私自身、人工知能という言葉が流行語となる前から機械学習技術(今日の人工知能技術の根幹となる構成要素)の研究開発とビジネス導入に関わってきた経験と、戦略コンサルタントとして様々な企業の内情を見てきた経験から、特に高いハードルとなっているのは、下記の2点だと感じています。

1つめは、技術とビジネスプロセスの適切な融合です。

人工知能は何でもできる万能の存在という感覚を持ってらっしゃる方は多いかと思います。しかし実際には、現時点の技術水準では誤りも多く、多くの領域では訓練された人間には及びません。そのため、人がやっていた事をそのまま代替するというやり方では、思った通りの効果は表れなかったという話はよく耳にします。

では人工知能/機械学習技術は役立たずかと言うともちろんそうではありません。誤りは避けられないという前提で、最も効果の出る使い方を模索することが必要なのです。そのやり方は企業ごとに異なりますが、ビジネスプロセスを紐解き、俯瞰する取り組みが不可欠で、必要に応じてビジネスプロセス自体をも大胆に変革させる必要があります。

2つめは、武器となるデータの戦略的な管理です。

機械学習/人工知能技術では学習と呼ばれるプロセスが必要で、大量のデータで機械を訓練します。それには、教師ラベル(データに対して"正解"をラベル付けしたデータ)が必要になり、その質によって性能は大きく変わります。機械学習技術の活用には、データと教師ラベルをいかに準備できるかが成功の鍵となります。実際、社内に存在するはずのデータなのに、様々な理由で活用できず、十分な性能が出なかったという例は多いです。

そのためには、自社が持ちうるデータの中で何が教師ラベルとして使えるかを棚卸しし、そのようなデータを適切に蓄えて行く仕組みが必要となります。特に、自社が優位性を持てるデータ、自社しか持ち得ないデータが、今後は会社の競争力の源泉になり得ますので、それらを戦略的に特定する取り組みが不可欠になります。

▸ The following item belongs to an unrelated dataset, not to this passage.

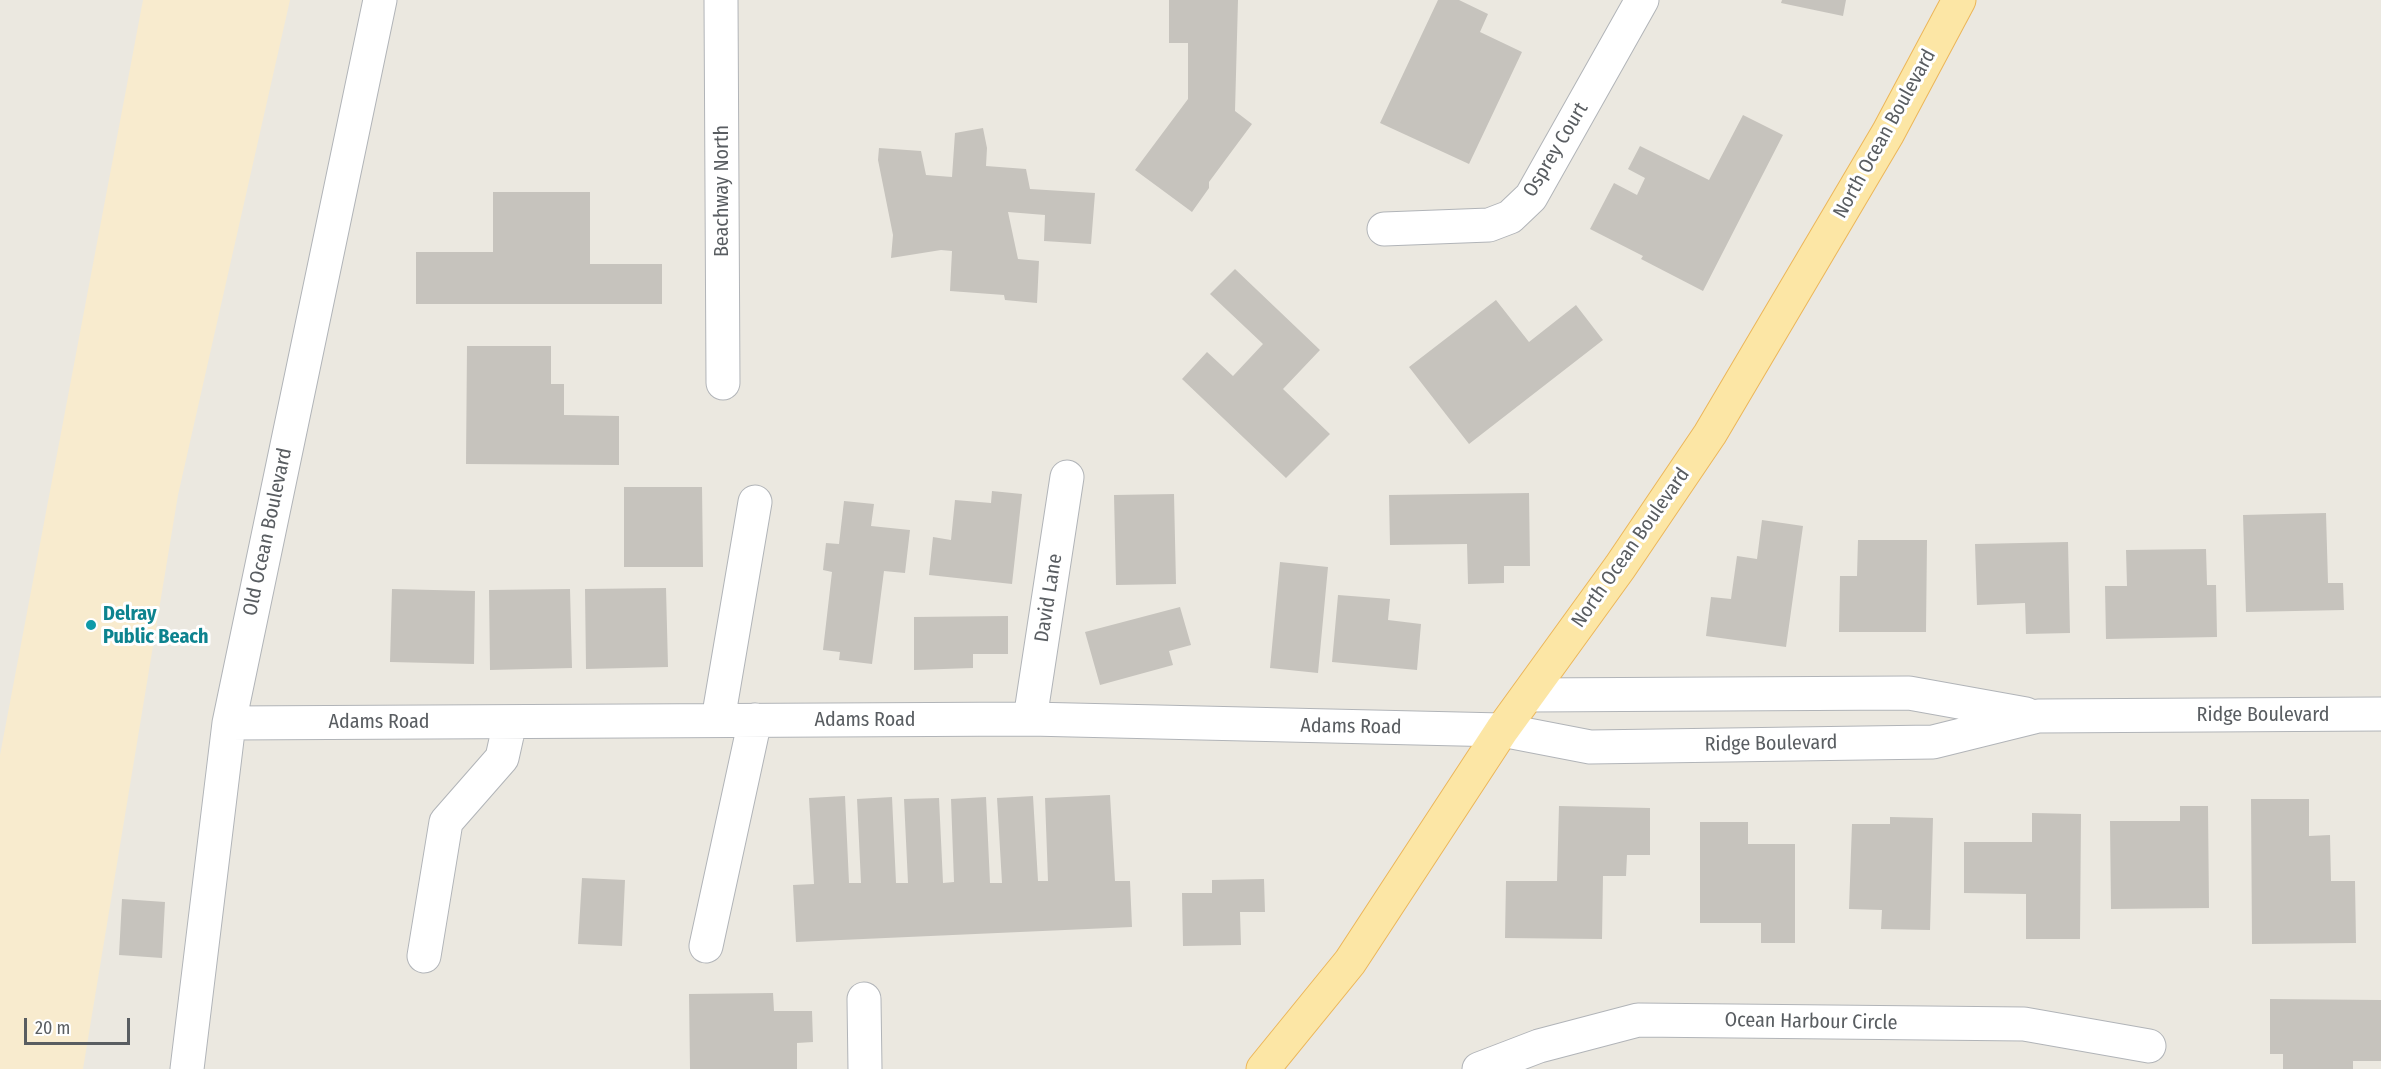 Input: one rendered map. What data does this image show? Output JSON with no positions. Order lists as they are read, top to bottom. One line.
{"streets":{"main road":["North Ocean Boulevard"],"street":["Osprey Court","Beachway North","Old Ocean Boulevard","David Lane","Ridge Boulevard","Adams Road","Ocean Harbour Circle"]},"crossings":[["North Ocean Boulevard","Ridge Boulevard"],["North Ocean Boulevard","Adams Road"],["Old Ocean Boulevard","Adams Road"],["David Lane","Adams Road"],["Ridge Boulevard","Adams Road"]],"places":["Delray Public Beach"],"scale_bar":"20 m"}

Laboro.AIの強みは、ビジネス面と技術面の両面で最先端の知見を持つメンバーで構成されていることです。

ビジネス面では、戦略コンサルティングの知見から、みなさまのビジネスモデルを理解し、技術活用のポイントやボトルネックを見いだします。技術面では、最新技術を理解しながら、自社開発ソリューションやその他の人工知能サービスを組み合わせ、みなさまのビジネスに最適な方法をご提示します。

上記の強みを活かして、Laboro.AIはみなさまのビジネスに最先端技術を導入するためのパートナーとなり、みなさまと共に歩んでいきたいと考えます。

Laboro.AIは最新技術で既存ビジネスのあり方を改革し、社会の発展に貢献していきます。